(Bloomberg) -- Harvard University President Lawrence Bacow, who led the school through the pandemic, examined its ties to slavery and expanded the campus, plans to step down next year.

Bacow, 70, will exit in June 2023, the school said Wednesday. He started the job in 2018. Neither he nor the school disclosed his future plans. 

“There is never a good time to leave a job like this one, but now seems right to me,” Bacow said in a letter to the Harvard community. “Through our collective efforts, we have found our way through the pandemic. We have worked together to sustain Harvard through change and through storm.”

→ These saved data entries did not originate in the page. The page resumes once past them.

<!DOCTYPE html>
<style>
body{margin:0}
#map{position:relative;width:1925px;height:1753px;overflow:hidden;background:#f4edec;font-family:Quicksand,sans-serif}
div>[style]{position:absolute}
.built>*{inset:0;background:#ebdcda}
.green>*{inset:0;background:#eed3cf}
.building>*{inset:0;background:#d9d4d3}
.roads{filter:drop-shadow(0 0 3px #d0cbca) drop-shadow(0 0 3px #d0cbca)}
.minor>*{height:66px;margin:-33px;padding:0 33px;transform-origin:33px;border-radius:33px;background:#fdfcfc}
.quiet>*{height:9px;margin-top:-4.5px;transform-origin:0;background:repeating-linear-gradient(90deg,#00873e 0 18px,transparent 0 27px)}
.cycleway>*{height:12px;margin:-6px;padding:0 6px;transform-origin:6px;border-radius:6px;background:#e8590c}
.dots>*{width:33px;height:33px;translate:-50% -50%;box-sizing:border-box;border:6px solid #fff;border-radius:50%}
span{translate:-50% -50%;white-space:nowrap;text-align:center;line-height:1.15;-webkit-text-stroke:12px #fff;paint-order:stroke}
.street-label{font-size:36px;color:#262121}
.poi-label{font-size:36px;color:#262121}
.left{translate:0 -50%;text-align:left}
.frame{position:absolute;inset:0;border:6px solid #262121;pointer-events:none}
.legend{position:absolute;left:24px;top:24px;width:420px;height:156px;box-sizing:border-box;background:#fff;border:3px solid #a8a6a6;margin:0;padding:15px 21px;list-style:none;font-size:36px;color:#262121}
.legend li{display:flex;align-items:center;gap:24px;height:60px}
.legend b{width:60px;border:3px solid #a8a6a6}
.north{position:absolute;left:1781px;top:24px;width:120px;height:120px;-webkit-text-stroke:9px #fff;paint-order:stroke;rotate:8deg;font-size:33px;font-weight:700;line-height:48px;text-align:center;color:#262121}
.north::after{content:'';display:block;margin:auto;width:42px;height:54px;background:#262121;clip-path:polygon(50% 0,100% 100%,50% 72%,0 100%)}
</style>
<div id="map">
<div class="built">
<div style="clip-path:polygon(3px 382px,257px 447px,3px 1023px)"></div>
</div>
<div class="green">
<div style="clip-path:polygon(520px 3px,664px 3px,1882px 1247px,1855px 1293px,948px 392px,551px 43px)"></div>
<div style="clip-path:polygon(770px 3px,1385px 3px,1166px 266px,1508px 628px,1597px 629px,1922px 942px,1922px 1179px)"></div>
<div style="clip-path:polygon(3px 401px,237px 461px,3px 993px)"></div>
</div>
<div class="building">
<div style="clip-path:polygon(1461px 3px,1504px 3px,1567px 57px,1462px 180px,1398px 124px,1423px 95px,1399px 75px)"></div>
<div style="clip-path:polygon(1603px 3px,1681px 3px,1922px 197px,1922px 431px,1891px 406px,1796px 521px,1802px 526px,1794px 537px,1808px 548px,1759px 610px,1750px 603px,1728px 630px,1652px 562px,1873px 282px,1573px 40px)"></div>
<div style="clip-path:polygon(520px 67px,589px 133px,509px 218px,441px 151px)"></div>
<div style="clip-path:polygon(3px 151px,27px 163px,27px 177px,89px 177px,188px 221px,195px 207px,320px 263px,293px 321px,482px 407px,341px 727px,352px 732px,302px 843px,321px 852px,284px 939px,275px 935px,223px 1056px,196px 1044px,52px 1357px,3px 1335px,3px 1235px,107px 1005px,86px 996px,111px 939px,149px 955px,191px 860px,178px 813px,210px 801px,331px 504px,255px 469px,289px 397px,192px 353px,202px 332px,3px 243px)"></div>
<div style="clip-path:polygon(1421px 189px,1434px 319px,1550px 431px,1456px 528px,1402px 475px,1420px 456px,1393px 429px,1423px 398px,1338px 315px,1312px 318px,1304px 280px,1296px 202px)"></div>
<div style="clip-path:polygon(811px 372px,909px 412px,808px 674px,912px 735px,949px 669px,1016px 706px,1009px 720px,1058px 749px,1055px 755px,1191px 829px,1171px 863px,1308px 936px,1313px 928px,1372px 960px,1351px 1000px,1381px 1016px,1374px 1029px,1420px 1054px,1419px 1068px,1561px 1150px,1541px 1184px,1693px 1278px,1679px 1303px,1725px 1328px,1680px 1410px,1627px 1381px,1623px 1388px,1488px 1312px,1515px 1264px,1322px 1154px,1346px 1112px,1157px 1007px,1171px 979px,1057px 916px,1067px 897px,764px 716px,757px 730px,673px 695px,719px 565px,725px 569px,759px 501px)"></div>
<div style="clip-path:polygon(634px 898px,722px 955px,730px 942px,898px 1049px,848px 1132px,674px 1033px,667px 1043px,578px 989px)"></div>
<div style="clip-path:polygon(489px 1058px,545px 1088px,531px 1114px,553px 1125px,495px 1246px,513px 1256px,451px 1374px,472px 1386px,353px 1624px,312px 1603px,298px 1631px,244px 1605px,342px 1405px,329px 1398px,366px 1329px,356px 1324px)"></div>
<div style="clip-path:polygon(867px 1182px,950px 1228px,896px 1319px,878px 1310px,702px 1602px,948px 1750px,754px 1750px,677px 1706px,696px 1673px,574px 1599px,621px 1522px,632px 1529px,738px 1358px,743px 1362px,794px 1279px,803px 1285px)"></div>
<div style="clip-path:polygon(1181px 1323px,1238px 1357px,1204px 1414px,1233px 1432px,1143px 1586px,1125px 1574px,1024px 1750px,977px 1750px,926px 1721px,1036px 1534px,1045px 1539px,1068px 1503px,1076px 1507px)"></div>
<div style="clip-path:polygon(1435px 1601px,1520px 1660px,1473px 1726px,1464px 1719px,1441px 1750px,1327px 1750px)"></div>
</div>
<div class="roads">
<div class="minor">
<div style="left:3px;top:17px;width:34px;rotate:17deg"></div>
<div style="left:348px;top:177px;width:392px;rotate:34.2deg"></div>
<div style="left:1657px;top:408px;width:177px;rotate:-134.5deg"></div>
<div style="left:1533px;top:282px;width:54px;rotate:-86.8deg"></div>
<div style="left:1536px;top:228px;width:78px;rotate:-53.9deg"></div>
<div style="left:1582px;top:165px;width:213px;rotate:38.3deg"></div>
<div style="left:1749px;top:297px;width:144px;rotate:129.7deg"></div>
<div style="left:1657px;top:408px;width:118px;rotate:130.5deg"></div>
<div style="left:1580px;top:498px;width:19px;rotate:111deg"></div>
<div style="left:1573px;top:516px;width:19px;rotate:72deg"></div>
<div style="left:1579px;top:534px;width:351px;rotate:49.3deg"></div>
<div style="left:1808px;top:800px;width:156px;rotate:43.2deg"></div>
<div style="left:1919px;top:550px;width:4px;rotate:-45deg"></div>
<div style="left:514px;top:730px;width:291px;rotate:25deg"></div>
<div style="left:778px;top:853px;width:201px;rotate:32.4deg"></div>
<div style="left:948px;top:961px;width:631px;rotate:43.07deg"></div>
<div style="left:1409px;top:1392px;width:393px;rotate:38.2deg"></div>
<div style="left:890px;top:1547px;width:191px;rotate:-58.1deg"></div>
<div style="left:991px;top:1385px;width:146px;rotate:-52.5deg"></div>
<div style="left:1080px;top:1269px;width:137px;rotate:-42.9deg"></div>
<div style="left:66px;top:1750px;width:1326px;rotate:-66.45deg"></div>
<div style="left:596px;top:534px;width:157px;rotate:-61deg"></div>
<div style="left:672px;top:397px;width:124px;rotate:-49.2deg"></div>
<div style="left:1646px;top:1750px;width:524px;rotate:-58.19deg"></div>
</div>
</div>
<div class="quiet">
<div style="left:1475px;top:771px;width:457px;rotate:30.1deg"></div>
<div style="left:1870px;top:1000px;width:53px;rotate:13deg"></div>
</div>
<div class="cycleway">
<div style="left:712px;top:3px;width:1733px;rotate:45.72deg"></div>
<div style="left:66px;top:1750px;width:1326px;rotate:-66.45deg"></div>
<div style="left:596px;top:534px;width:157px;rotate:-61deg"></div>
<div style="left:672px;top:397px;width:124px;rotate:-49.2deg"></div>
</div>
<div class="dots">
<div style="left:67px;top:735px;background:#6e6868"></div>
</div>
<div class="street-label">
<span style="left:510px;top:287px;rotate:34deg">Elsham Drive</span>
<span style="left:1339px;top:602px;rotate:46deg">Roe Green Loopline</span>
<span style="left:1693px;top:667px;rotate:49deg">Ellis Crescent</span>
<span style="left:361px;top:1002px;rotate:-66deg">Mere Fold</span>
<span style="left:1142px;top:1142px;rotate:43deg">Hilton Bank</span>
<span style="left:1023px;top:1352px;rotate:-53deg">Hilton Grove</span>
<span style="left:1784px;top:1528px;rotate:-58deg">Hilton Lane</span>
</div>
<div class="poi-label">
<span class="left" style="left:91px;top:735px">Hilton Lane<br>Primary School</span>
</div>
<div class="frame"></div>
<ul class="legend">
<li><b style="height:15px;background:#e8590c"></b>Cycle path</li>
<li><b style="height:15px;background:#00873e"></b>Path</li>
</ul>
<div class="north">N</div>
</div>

Bacow joins several top university presidents who plan to depart. They include the leaders of the Massachusetts Institute of Technology, Columbia and New York universities, and Dartmouth College.

Under Bacow, Harvard moved aggressively to protect students, faculty and staff during the pandemic. In March 2020, just as Covid-19 was emerging in the US, he led the closing of the campus and moved courses online -- becoming one of the first schools to do so. Harvard, the oldest and richest US college with a $53 billion endowment, wasn’t immune to the financial impact the pandemic. It posted a $10 million operating loss in fiscal 2020.

Over the last several years, Bacow embraced an examination of Harvard’s links to slavery. The result was a detailed report that included committing $100 million for an endowed “Legacy of Slavery Fund.” 

He also focused on expanding Harvard’s footprint into Allston, a neighborhood near the school’s main campus in Cambridge, Massachusetts. The school added a new science and engineering complex there.

Bacow has been a vocal opponent of the federal tax on endowment gains, a levy passed during the Trump administration to help offset corporate tax cuts.